Source data
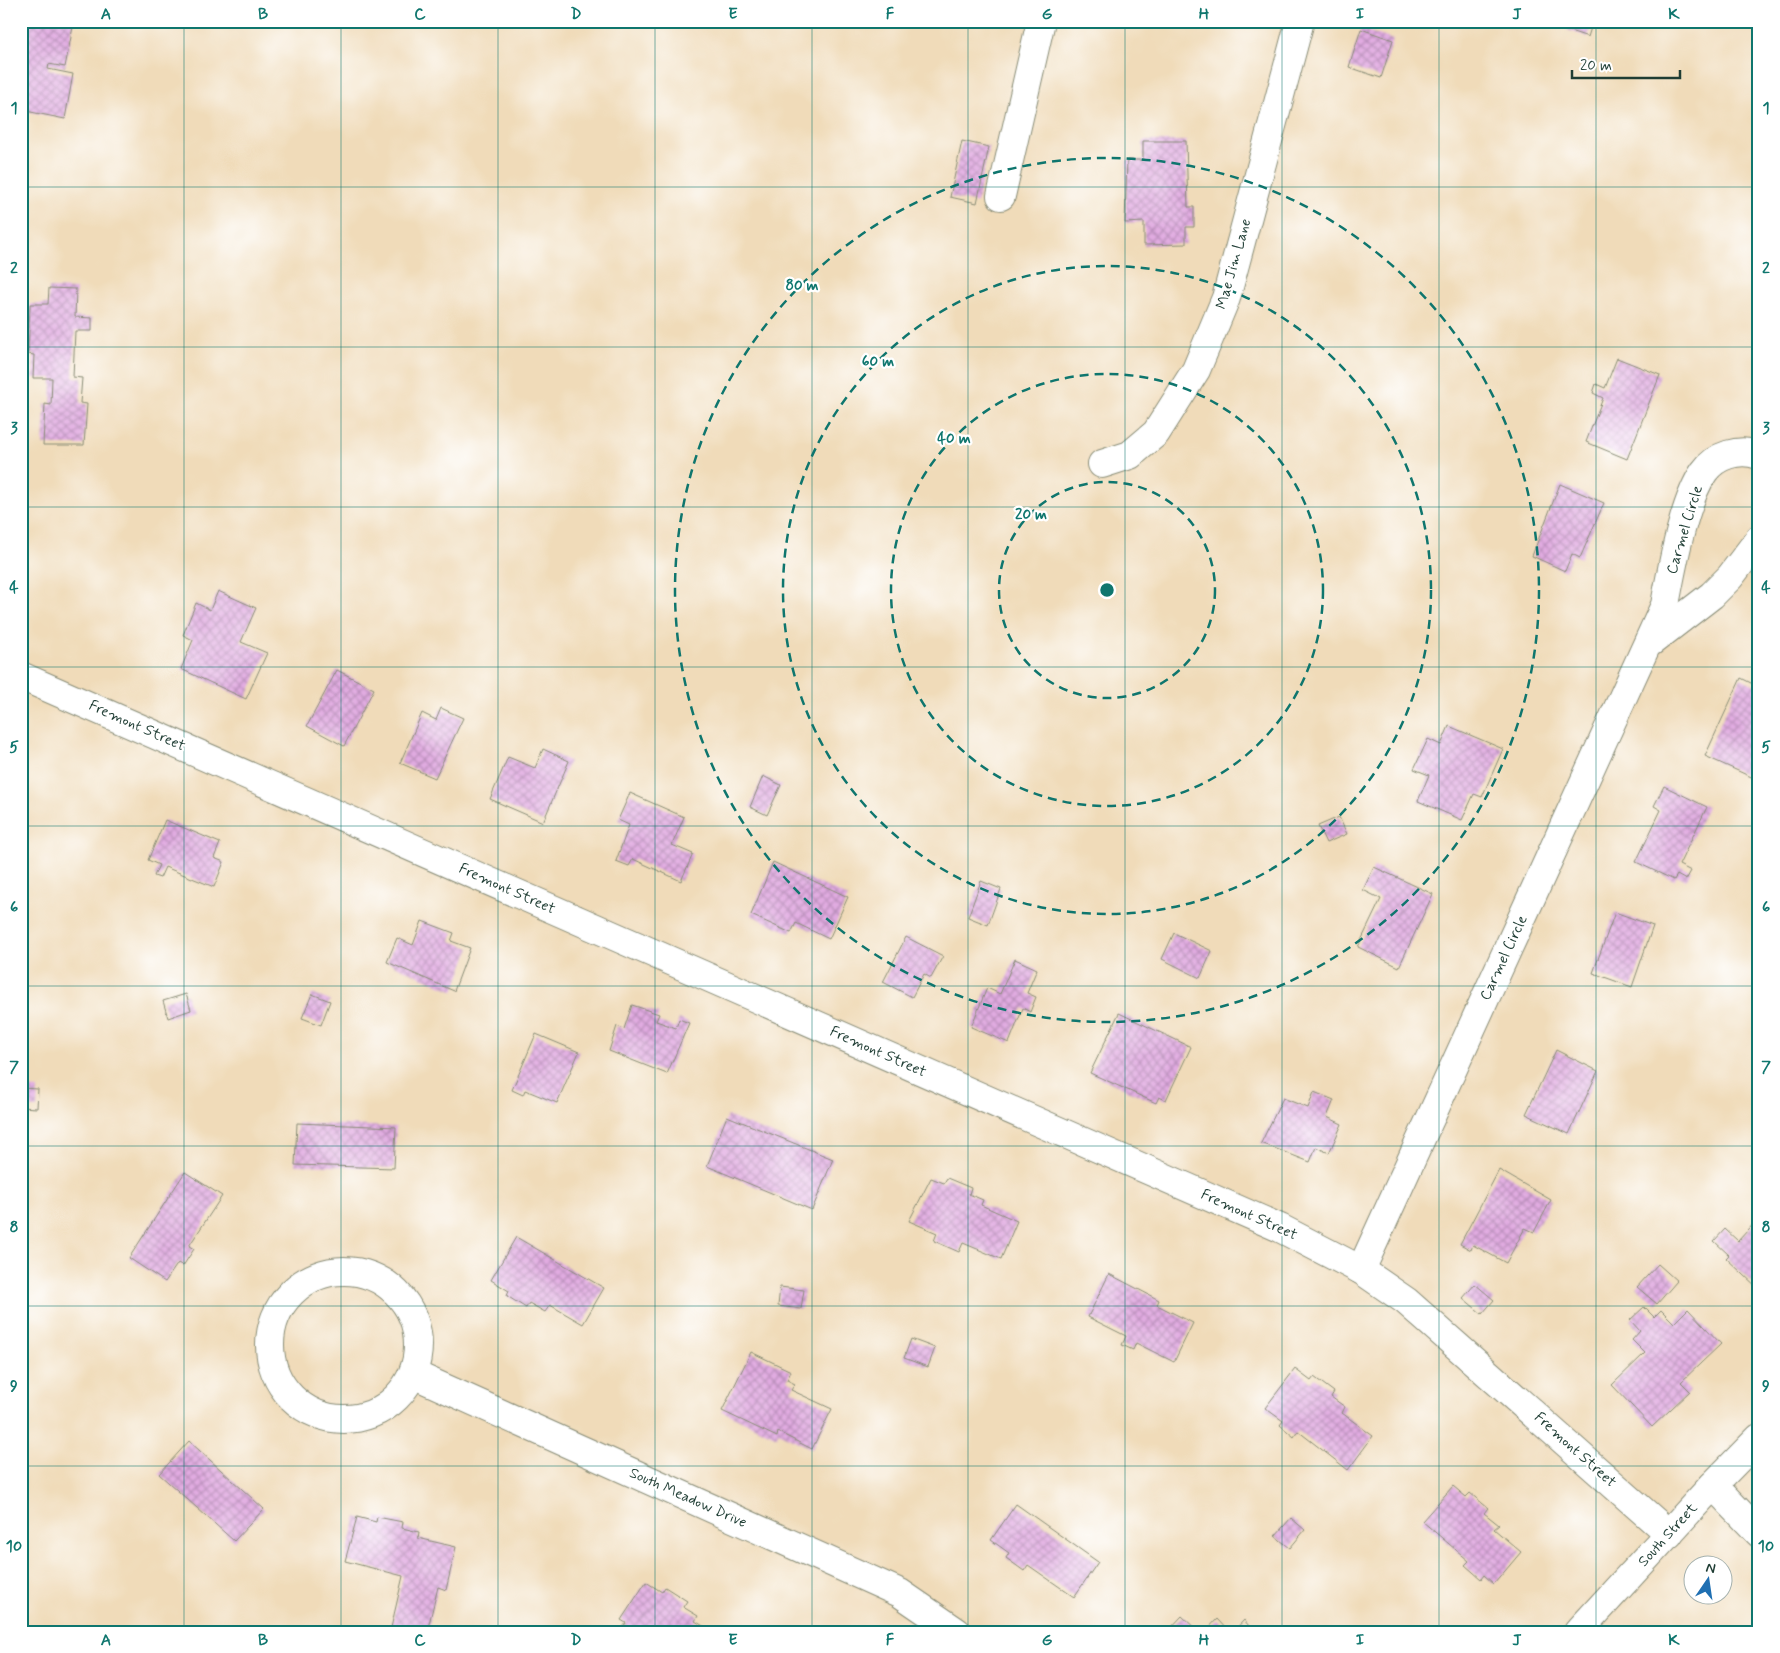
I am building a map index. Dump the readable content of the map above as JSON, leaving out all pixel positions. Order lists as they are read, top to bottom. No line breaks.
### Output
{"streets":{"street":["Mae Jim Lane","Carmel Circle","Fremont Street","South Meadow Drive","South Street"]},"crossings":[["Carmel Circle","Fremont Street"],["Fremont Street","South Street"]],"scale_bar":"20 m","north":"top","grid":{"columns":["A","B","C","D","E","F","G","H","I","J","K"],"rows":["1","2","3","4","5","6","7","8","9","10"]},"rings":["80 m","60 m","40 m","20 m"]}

What is expected
Omit every picture, then repeat the remaining data exactly as it appears above.

Answer area
I am building a map index. Dump the readable content of the map above as JSON, leaving out all pixel positions. Order lists as they are read, top to bottom. No line breaks.
### Output
{"streets":{"street":["Mae Jim Lane","Carmel Circle","Fremont Street","South Meadow Drive","South Street"]},"crossings":[["Carmel Circle","Fremont Street"],["Fremont Street","South Street"]],"scale_bar":"20 m","north":"top","grid":{"columns":["A","B","C","D","E","F","G","H","I","J","K"],"rows":["1","2","3","4","5","6","7","8","9","10"]},"rings":["80 m","60 m","40 m","20 m"]}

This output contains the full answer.